Smoking Status Variable - modifying existing rules

In this tutorial, we will be using the smoking status example data and existing rulesets that will allow us to classify charts according to the following labels: Current smoker, Former smoker, Never smoked, or Not dictated.

Download the smoking status example data.
- text_data.csv
- labels_train.csv
- labels_valid.csv
Download the existing smoking status rules.
- After downloading the rules, extract the zipped file and save the rules to a folder. Remember the path to this folder! You will need it later in step 5.
Upload the text data file.
- From the Settings view, press on the Project Settings tab.
- Press on the Data File button to add the smoking status text data file (text_data.csv).
- Set the Data ID column to be 0.
- Set the Data First Row to be 1.
- Set the Data Column to be 1.
Upload the labels files.
- Still in the Project Settings tab, set the Create Train and Validation Set flag to be False.

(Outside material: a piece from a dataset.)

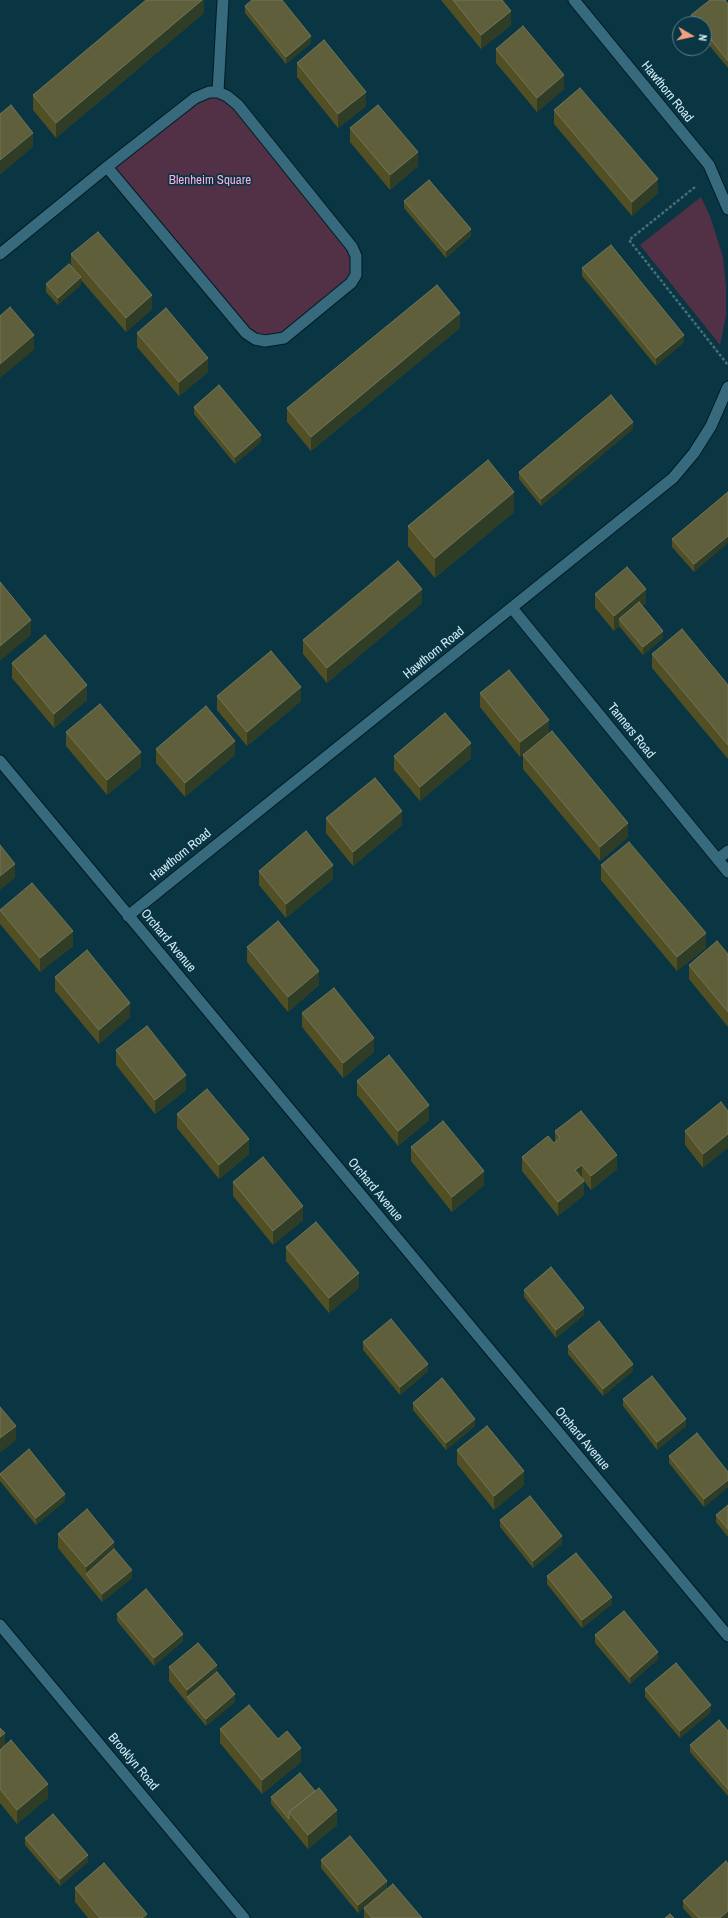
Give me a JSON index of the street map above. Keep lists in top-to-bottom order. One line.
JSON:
{"streets":{"street":["Hawthorn Road","Tanners Road","Orchard Avenue","Brooklyn Road"]},"crossings":[["Hawthorn Road","Tanners Road"],["Hawthorn Road","Orchard Avenue"]],"parks":["Blenheim Square"],"north":"right"}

We don’t need to create train and validation sets, since we will be uploading our own train and validation labels.
- Set Prediction Mode to be False.
- Press on the folder icon next to Train Label File to upload the smoking status train data labels (labels_train.csv).
- Press on the folder icon next to Valid Label File to upload the smoking status valid data labels (labels_valid.csv).
- Set the Label ID Column to be 0.
- Set the Label First Row to be 1.
Set Rules folder file.
- Still in the Project Settings tab, press on the folder icon next to Rules Folder. Set the rules folder to be the folder from Step 2 (i.e., the folder where you saved the smoking status rules).
- Press on the Save Project Settings button.
Load the variable rules.
- Go to the Variable Settings tab.
- In the dropdown menu for Current variable, you should see the smoking_status variable. Select it.
- Press on the Save Variable Settings button.
Set the classifier settings.
- Press on the Classifier Settings tab.
- Set the Classifier Type to RegexClassifier.
- Set the Negative Label to Not dictated.
View the existing rules.
- Go to the Rules view.
- You should see the Current smoker, Former smoker and Never smoked labels.
Run the tool.
- Press on the Run button.
- The top pane will display misclassified charts (i.e., the label predicted by CHARTextract is not the same as the ground truth label).
Refine the rules.
- Keep in mind that the rules we are releasing were developed on data that may be different from yours. Thus, we will want to refine the rules
- Press on the misclassified chart with ID 1003.
- CHARTextract classified this chart as Current smoker, but its ground truth label is Former smoker.
- If you press on the yellow highlighted text, you will see that CHARTextract detected the words “former smoker of 1 pack”, and this gave a score of 4 to the Current smoker label and a score of 3 to the Former smoker label.
- The rules in their current state are not able to correctly classify this chart. Let’s fix this.
- Go back to the rules view. Press on the Current smoker label.
- Add a secondary Ignore rule to the second Primary rule (Rule #2). In the text input field, add the following: former. Press on the dropdown menu next to appears, then score, and select Appears Before 2. This rule will be ignored if the word former appears before it.
- Re-run the tool by pressing on the Run button.
- You’ll notice that now chart with ID 1003 no longer shows up in the misclassified instances.

Further exercises:

Write your own rules.
Try this in the advanced view.